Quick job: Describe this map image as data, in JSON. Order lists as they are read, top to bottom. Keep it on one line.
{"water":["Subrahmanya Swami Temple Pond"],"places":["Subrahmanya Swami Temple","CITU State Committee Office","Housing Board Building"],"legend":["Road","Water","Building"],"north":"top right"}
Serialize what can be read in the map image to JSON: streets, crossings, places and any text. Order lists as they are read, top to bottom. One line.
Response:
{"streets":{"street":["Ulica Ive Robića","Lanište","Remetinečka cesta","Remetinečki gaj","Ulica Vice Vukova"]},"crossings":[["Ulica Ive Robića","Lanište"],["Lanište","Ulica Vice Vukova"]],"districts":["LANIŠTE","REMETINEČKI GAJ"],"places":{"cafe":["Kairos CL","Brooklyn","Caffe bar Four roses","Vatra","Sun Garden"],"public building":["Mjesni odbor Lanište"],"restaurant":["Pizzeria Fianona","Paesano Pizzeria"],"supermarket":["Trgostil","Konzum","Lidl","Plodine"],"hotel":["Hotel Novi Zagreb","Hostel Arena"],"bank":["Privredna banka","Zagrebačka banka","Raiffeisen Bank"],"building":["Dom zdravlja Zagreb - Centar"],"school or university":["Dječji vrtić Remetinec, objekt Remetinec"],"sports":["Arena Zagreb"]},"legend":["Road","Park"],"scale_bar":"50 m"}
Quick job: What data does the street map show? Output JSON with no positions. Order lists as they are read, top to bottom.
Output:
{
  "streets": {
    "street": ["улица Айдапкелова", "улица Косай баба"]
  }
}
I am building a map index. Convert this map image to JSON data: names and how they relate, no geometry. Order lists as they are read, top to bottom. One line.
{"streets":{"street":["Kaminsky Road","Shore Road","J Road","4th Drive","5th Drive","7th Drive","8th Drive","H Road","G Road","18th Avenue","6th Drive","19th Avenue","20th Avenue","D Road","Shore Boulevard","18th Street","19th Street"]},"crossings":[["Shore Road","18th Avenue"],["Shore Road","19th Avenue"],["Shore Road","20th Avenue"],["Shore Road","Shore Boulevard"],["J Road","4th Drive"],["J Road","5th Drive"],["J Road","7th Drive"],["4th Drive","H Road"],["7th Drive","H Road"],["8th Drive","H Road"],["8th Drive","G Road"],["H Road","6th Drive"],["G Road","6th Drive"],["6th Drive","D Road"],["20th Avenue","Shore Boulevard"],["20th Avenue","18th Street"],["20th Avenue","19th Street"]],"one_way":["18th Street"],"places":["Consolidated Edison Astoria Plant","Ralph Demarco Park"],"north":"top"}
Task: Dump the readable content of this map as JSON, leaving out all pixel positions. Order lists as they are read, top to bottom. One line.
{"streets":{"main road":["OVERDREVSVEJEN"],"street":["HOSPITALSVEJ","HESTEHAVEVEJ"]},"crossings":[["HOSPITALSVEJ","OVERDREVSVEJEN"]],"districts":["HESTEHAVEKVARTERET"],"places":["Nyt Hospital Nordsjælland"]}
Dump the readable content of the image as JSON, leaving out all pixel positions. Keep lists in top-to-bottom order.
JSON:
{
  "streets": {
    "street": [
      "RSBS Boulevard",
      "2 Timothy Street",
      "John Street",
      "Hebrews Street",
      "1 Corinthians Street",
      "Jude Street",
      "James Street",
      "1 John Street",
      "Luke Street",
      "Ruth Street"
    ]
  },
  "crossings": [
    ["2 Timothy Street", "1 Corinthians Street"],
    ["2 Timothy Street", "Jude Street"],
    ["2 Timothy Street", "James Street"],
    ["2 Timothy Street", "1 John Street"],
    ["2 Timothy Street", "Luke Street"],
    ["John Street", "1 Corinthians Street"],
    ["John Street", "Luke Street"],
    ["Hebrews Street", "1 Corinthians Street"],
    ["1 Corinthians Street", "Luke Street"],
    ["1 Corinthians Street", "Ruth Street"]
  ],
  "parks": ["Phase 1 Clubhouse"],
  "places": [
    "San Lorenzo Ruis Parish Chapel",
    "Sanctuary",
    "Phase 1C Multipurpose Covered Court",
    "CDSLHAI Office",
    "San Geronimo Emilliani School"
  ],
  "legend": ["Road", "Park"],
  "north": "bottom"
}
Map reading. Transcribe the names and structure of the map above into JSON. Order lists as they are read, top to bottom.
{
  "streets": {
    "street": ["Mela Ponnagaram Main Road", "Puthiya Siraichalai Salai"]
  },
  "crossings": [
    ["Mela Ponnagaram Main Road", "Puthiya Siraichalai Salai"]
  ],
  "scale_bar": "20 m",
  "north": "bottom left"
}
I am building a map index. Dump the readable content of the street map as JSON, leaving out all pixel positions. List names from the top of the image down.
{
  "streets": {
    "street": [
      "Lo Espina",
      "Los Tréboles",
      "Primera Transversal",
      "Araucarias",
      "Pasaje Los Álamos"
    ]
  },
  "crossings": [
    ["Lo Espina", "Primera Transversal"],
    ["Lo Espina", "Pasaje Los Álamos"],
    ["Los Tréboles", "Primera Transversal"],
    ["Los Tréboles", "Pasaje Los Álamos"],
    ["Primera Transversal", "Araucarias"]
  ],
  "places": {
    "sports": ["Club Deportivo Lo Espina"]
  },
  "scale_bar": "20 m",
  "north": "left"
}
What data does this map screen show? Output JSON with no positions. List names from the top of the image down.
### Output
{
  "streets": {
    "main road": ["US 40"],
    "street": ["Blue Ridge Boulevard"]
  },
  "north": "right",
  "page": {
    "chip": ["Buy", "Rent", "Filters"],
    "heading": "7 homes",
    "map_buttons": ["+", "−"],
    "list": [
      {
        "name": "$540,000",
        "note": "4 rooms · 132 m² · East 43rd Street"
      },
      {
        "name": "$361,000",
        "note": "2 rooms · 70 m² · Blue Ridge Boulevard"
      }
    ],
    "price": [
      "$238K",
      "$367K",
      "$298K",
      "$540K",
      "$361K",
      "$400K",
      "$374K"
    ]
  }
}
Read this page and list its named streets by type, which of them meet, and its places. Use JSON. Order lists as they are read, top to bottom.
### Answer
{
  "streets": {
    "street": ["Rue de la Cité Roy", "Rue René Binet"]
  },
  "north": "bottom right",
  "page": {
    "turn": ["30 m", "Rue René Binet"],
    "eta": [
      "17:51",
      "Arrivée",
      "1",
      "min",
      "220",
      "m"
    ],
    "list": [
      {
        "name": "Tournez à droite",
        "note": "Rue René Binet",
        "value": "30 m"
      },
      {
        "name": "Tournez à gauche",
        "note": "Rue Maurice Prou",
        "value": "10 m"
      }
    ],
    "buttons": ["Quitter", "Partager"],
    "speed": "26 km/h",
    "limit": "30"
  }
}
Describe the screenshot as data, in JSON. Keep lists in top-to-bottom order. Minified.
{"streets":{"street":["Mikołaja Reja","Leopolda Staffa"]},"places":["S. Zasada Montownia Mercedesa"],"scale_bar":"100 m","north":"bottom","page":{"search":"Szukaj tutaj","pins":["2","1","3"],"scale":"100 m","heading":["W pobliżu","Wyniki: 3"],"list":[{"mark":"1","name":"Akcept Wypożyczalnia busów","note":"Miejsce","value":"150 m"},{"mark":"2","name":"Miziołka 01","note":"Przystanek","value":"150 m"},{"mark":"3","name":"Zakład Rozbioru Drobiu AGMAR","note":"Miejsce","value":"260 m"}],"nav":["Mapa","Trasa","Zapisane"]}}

◆ ◆ ◆ ◆

- **What the exercise asks**
Copy out all lines of the material above in which "show" occurs.

- **Result**
Quick job: What data does the street map show? Output JSON with no positions. Order lists as they are read, top to bottom.
What data does this map screen show? Output JSON with no positions. List names from the top of the image down.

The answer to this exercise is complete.